Copy the result of filtering the entries below for lines that include the string "Кулибина".

[Opening ENTRIES PROVIDED section]

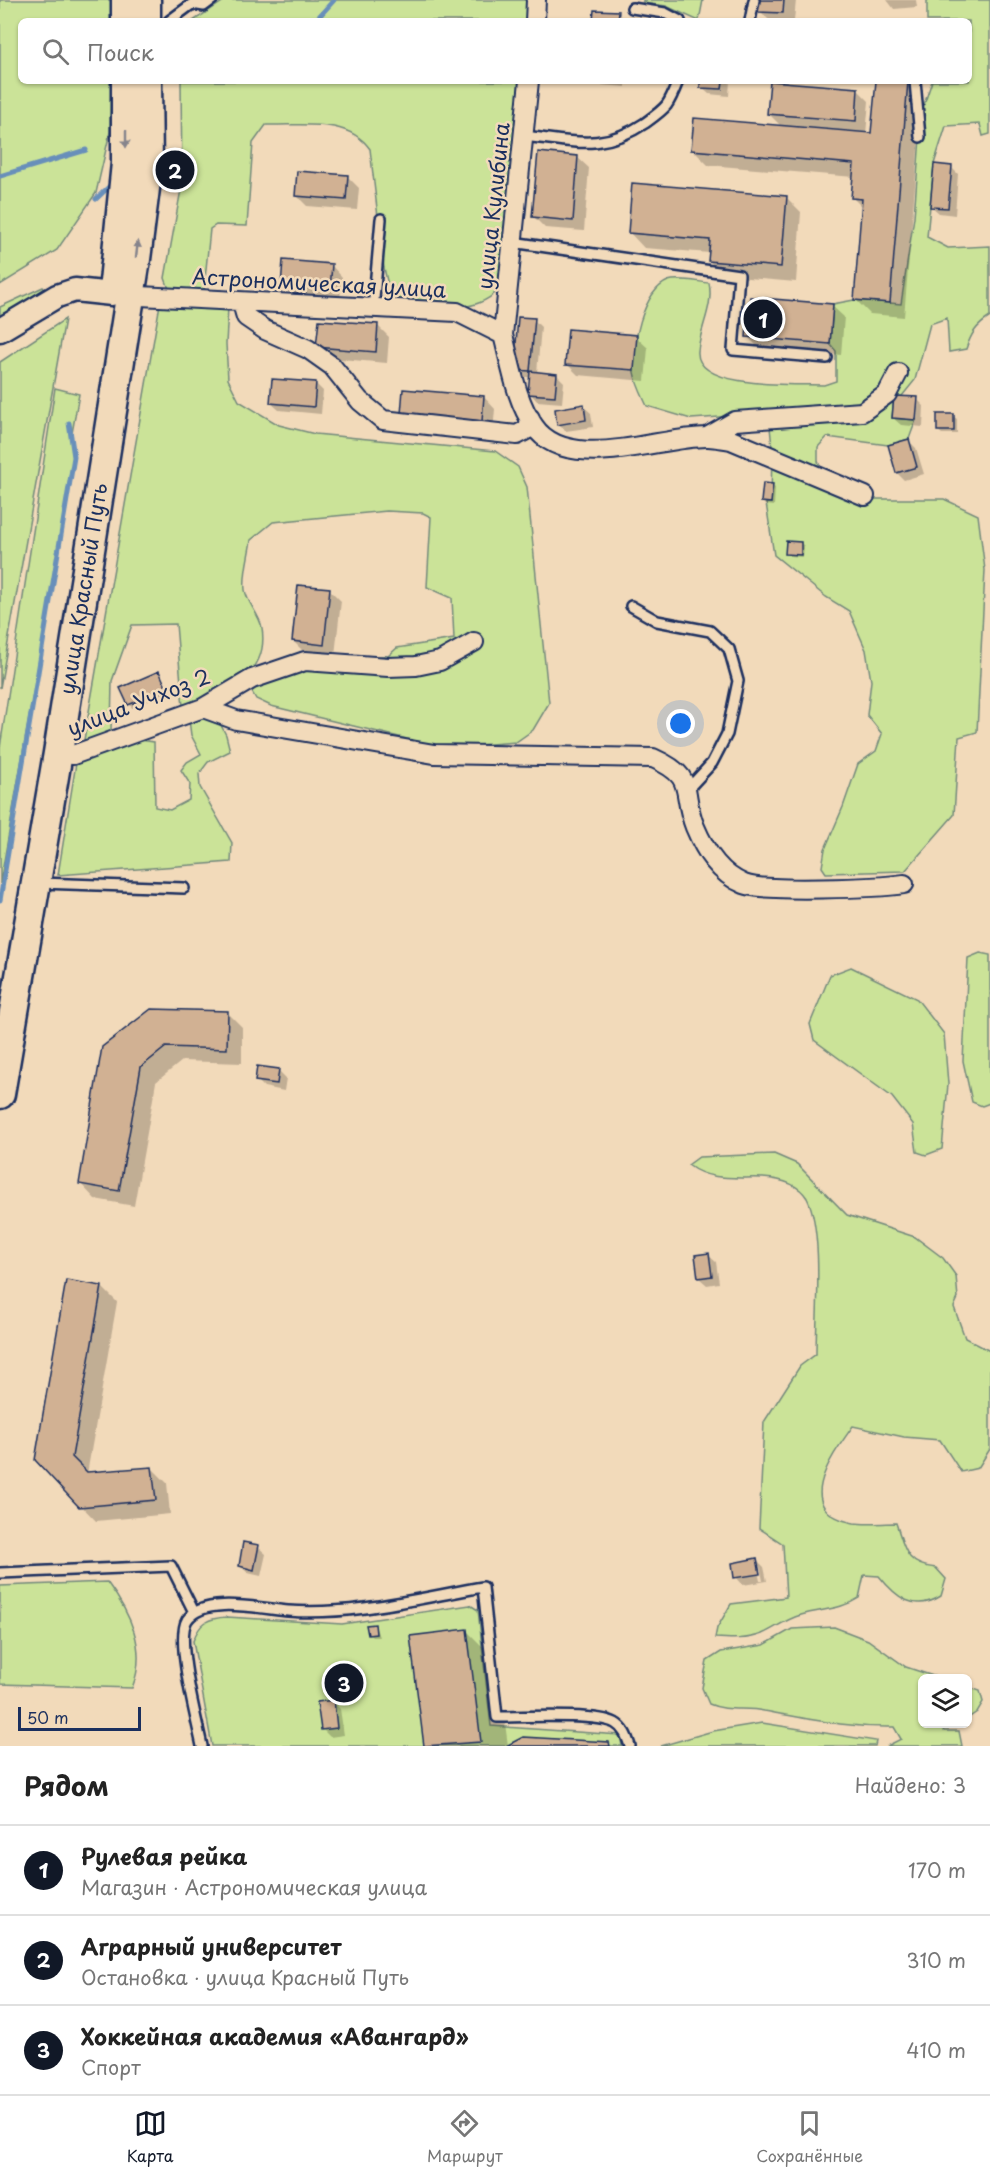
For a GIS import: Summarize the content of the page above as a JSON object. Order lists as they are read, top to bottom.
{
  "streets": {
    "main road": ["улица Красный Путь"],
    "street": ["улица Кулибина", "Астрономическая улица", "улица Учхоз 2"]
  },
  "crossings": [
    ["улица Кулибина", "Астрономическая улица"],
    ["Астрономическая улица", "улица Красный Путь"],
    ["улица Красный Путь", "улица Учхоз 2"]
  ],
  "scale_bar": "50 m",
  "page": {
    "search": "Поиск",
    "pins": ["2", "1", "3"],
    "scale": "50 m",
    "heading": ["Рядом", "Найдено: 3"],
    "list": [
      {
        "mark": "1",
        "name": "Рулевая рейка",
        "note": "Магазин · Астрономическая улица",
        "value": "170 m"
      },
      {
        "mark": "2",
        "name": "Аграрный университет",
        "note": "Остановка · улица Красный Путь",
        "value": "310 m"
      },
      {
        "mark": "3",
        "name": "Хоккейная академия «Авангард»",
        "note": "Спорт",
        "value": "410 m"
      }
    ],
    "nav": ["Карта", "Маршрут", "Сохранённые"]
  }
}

[Closing ENTRIES PROVIDED section]
[Opening ENTRIES PROVIDED section]

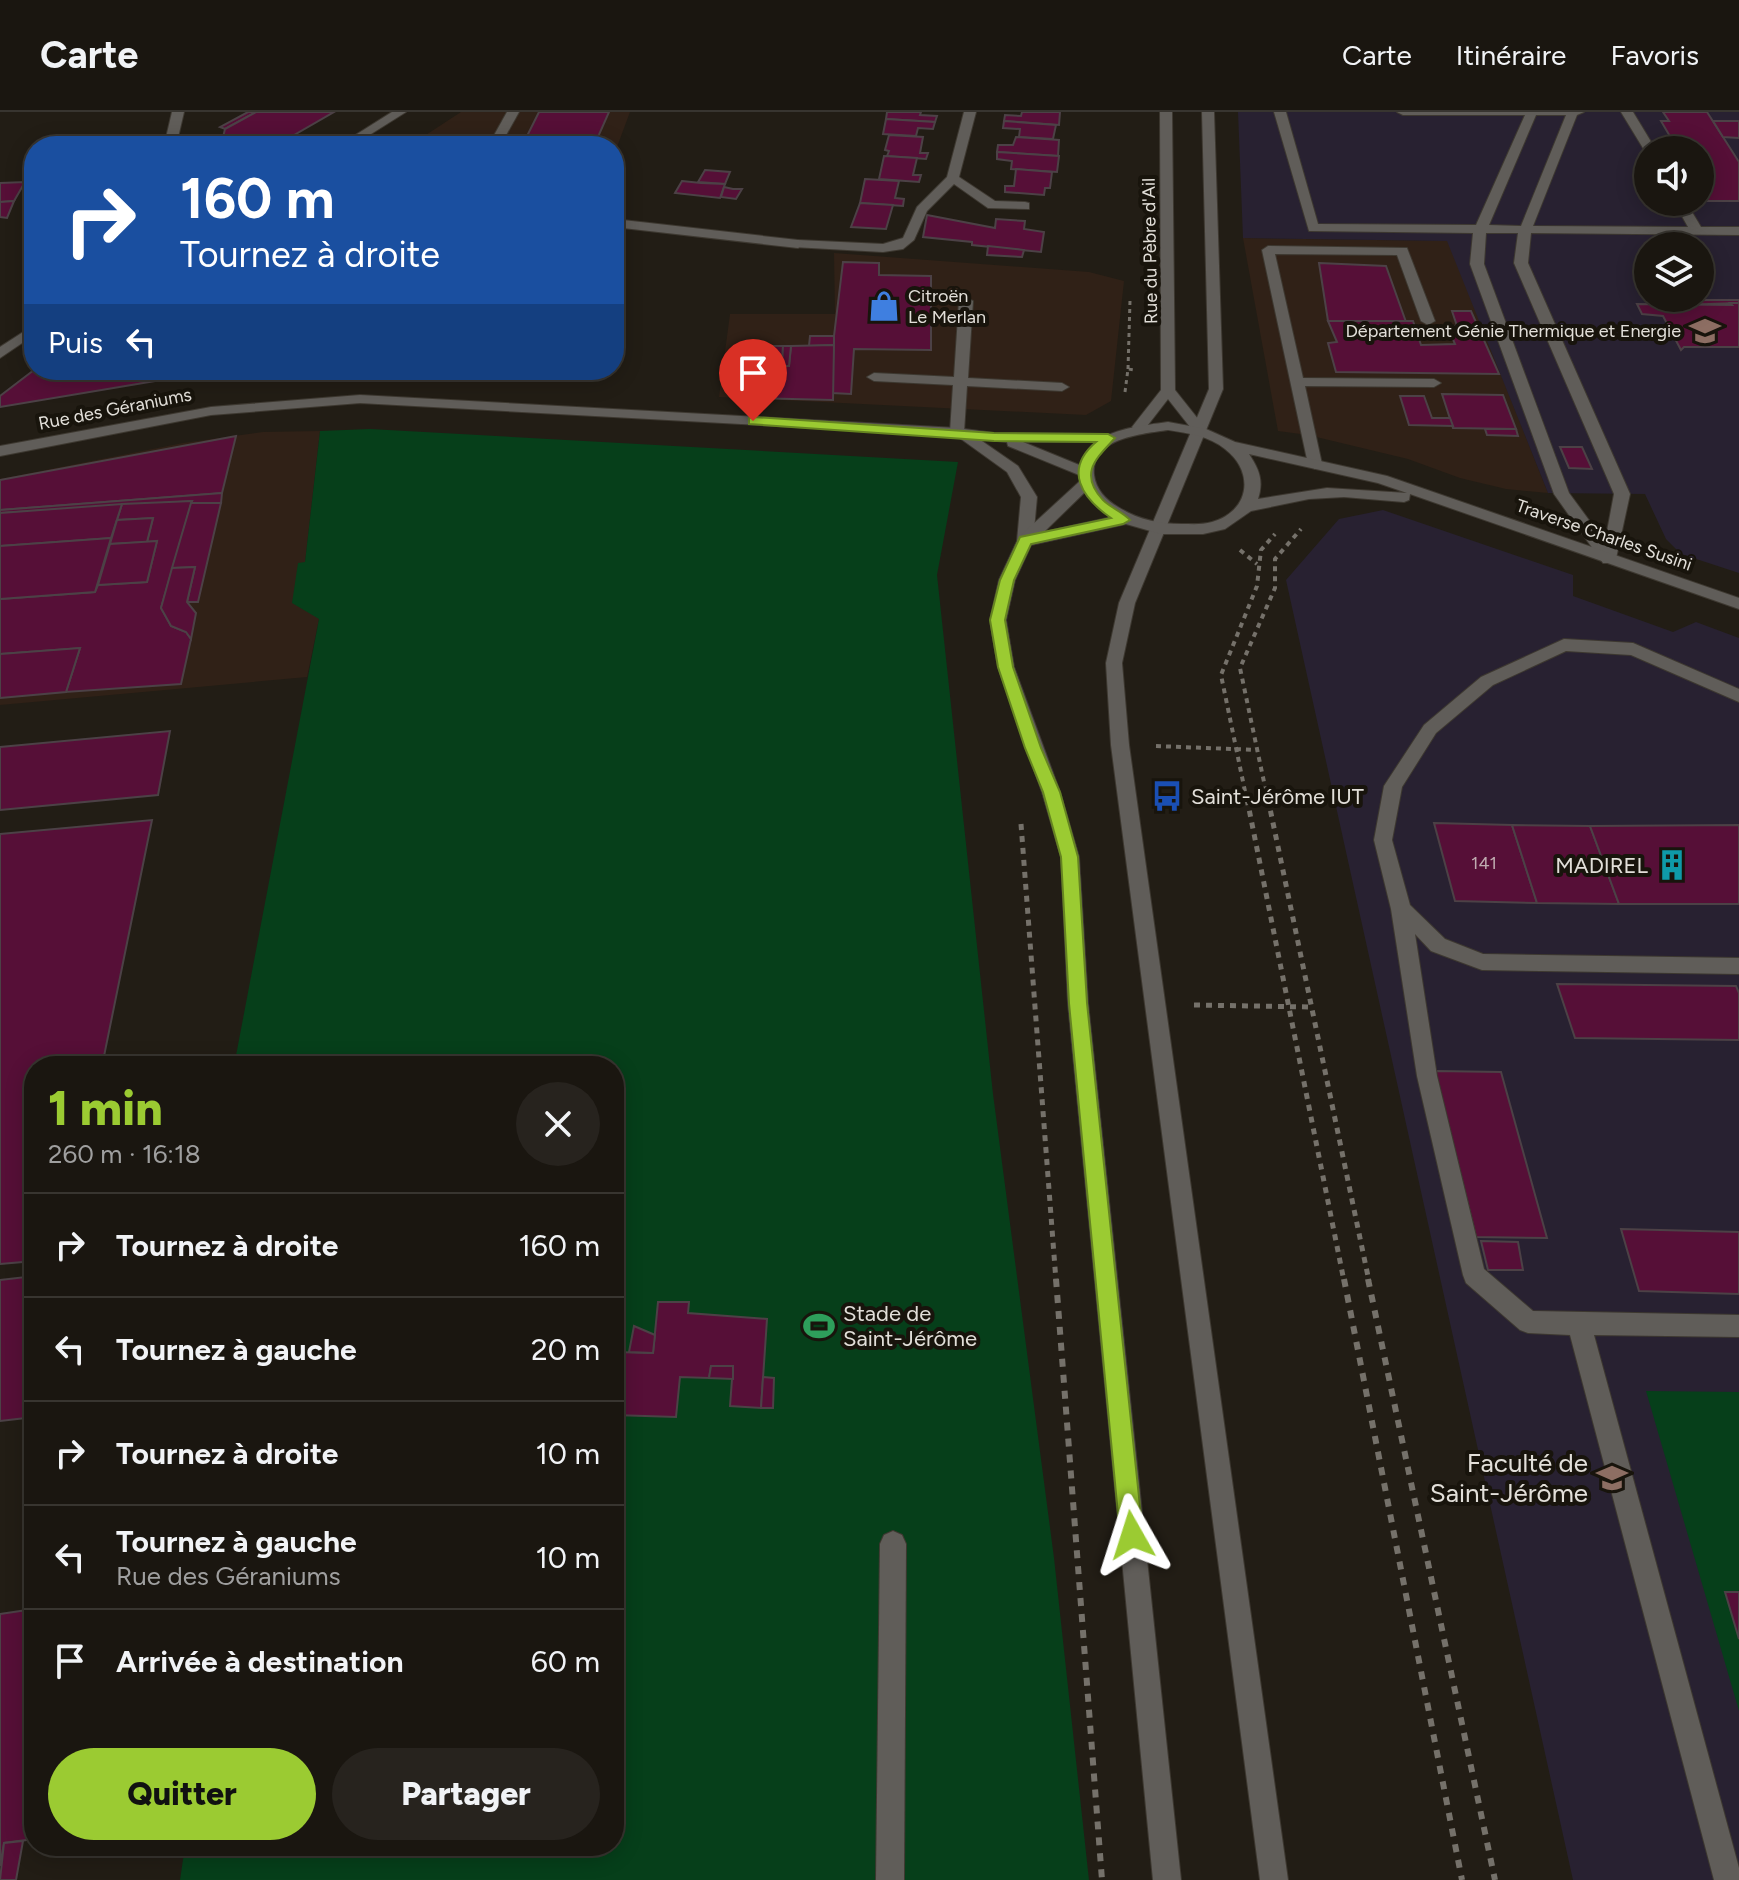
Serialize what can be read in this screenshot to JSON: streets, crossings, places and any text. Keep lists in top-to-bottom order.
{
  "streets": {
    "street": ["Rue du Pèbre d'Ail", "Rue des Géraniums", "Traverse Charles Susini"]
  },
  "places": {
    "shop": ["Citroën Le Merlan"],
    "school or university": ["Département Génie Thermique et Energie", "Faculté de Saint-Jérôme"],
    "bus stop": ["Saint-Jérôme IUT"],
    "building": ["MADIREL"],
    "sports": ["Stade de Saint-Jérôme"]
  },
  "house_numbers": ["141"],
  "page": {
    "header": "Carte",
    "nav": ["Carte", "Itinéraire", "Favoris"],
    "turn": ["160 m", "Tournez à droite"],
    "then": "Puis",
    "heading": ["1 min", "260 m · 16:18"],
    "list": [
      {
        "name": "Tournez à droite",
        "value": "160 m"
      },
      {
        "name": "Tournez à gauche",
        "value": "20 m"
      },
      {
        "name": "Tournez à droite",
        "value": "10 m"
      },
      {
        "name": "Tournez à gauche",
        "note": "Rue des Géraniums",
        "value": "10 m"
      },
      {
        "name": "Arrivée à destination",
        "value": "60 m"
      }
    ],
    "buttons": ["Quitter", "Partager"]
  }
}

[Closing ENTRIES PROVIDED section]

▶ [PROBLEM SOLUTION]
    "street": ["улица Кулибина", "Астрономическая улица", "улица Учхоз 2"]
    ["улица Кулибина", "Астрономическая улица"],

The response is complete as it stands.